------ RECORDS FOR PROCESSING

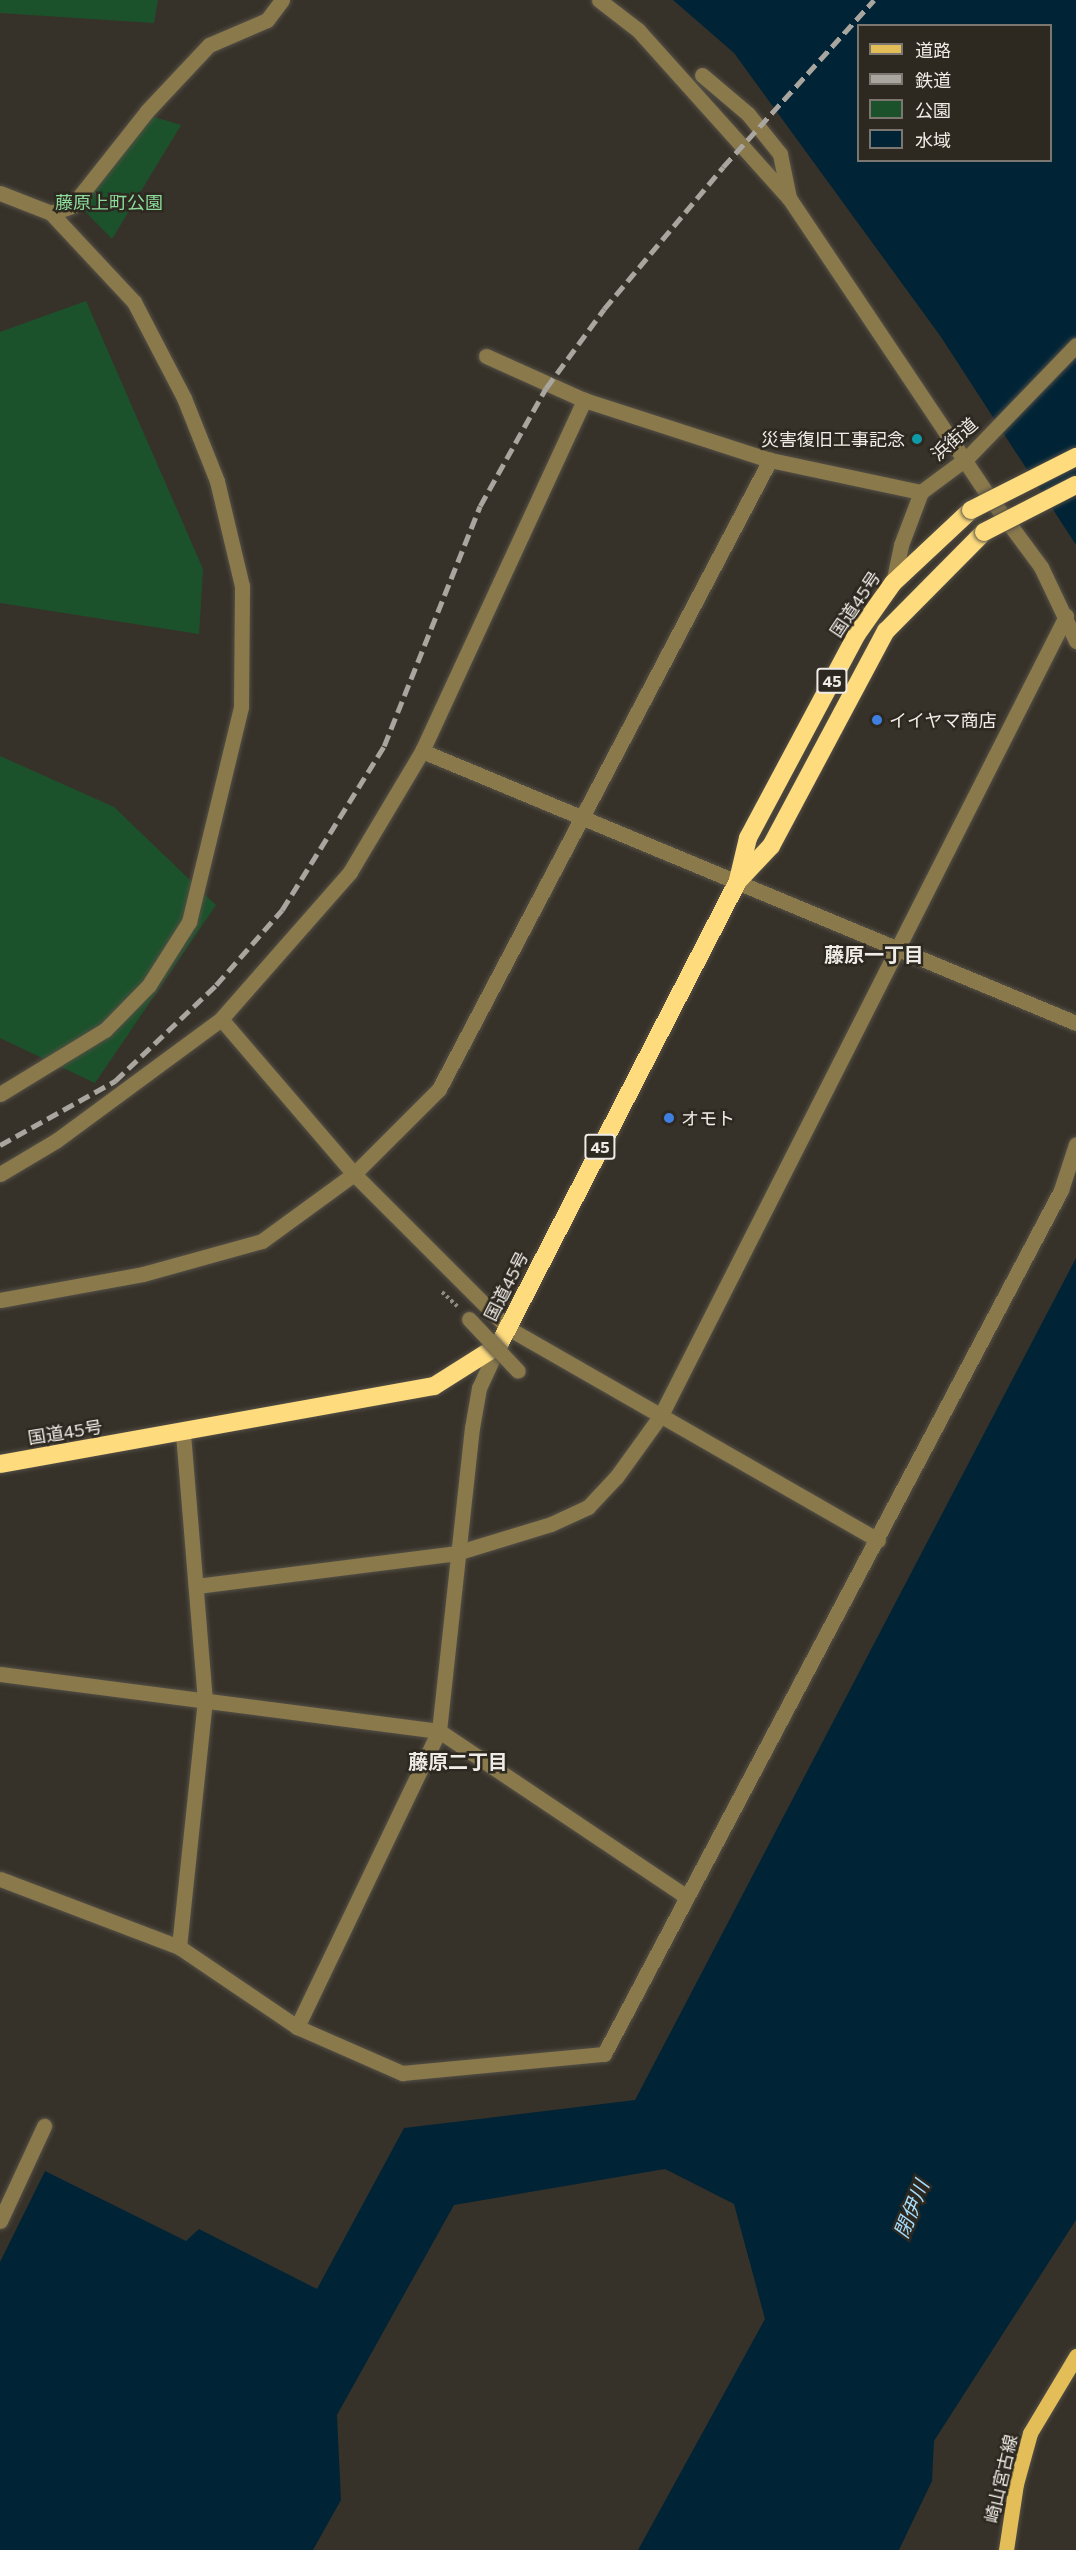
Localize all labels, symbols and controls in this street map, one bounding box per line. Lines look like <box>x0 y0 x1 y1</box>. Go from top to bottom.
legend <box>857 24 1052 162</box>
text: 道路 <box>915 39 951 61</box>
text: 鉄道 <box>915 69 951 91</box>
text: 公園 <box>915 99 951 121</box>
text: 水域 <box>915 129 951 151</box>
park label: 藤原上町公園 <box>55 191 163 213</box>
street label: 浜街道 <box>927 413 981 465</box>
place label: 災害復旧工事記念 <box>761 428 905 450</box>
marker: 災害復旧工事記念 <box>910 432 924 446</box>
street label: 国道45号 <box>825 567 885 641</box>
road number: 45 <box>816 668 848 694</box>
place label: イイヤマ商店 <box>889 709 997 731</box>
marker: イイヤマ商店 <box>870 713 884 727</box>
district label: 藤原一丁目 <box>824 942 924 966</box>
place label: オモト <box>681 1107 735 1129</box>
marker: オモト <box>662 1111 676 1125</box>
road number: 45 <box>584 1134 616 1160</box>
street label: 国道45号 <box>479 1248 533 1324</box>
street label: 国道45号 <box>26 1415 104 1449</box>
district label: 藤原二丁目 <box>408 1749 508 1773</box>
water label: 閉伊川 <box>889 2177 933 2241</box>
street label: 崎山宮古線 <box>980 2433 1022 2525</box>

------------

Could you transcribe every entry above exactly, leaving out the images?

# [TASK ANSWER]
Localize all labels, symbols and controls in this street map, one bounding box per line. Lines look like <box>x0 y0 x1 y1</box>. Go from top to bottom.
legend <box>857 24 1052 162</box>
text: 道路 <box>915 39 951 61</box>
text: 鉄道 <box>915 69 951 91</box>
text: 公園 <box>915 99 951 121</box>
text: 水域 <box>915 129 951 151</box>
park label: 藤原上町公園 <box>55 191 163 213</box>
street label: 浜街道 <box>927 413 981 465</box>
place label: 災害復旧工事記念 <box>761 428 905 450</box>
marker: 災害復旧工事記念 <box>910 432 924 446</box>
street label: 国道45号 <box>825 567 885 641</box>
road number: 45 <box>816 668 848 694</box>
place label: イイヤマ商店 <box>889 709 997 731</box>
marker: イイヤマ商店 <box>870 713 884 727</box>
district label: 藤原一丁目 <box>824 942 924 966</box>
place label: オモト <box>681 1107 735 1129</box>
marker: オモト <box>662 1111 676 1125</box>
road number: 45 <box>584 1134 616 1160</box>
street label: 国道45号 <box>479 1248 533 1324</box>
street label: 国道45号 <box>26 1415 104 1449</box>
district label: 藤原二丁目 <box>408 1749 508 1773</box>
water label: 閉伊川 <box>889 2177 933 2241</box>
street label: 崎山宮古線 <box>980 2433 1022 2525</box>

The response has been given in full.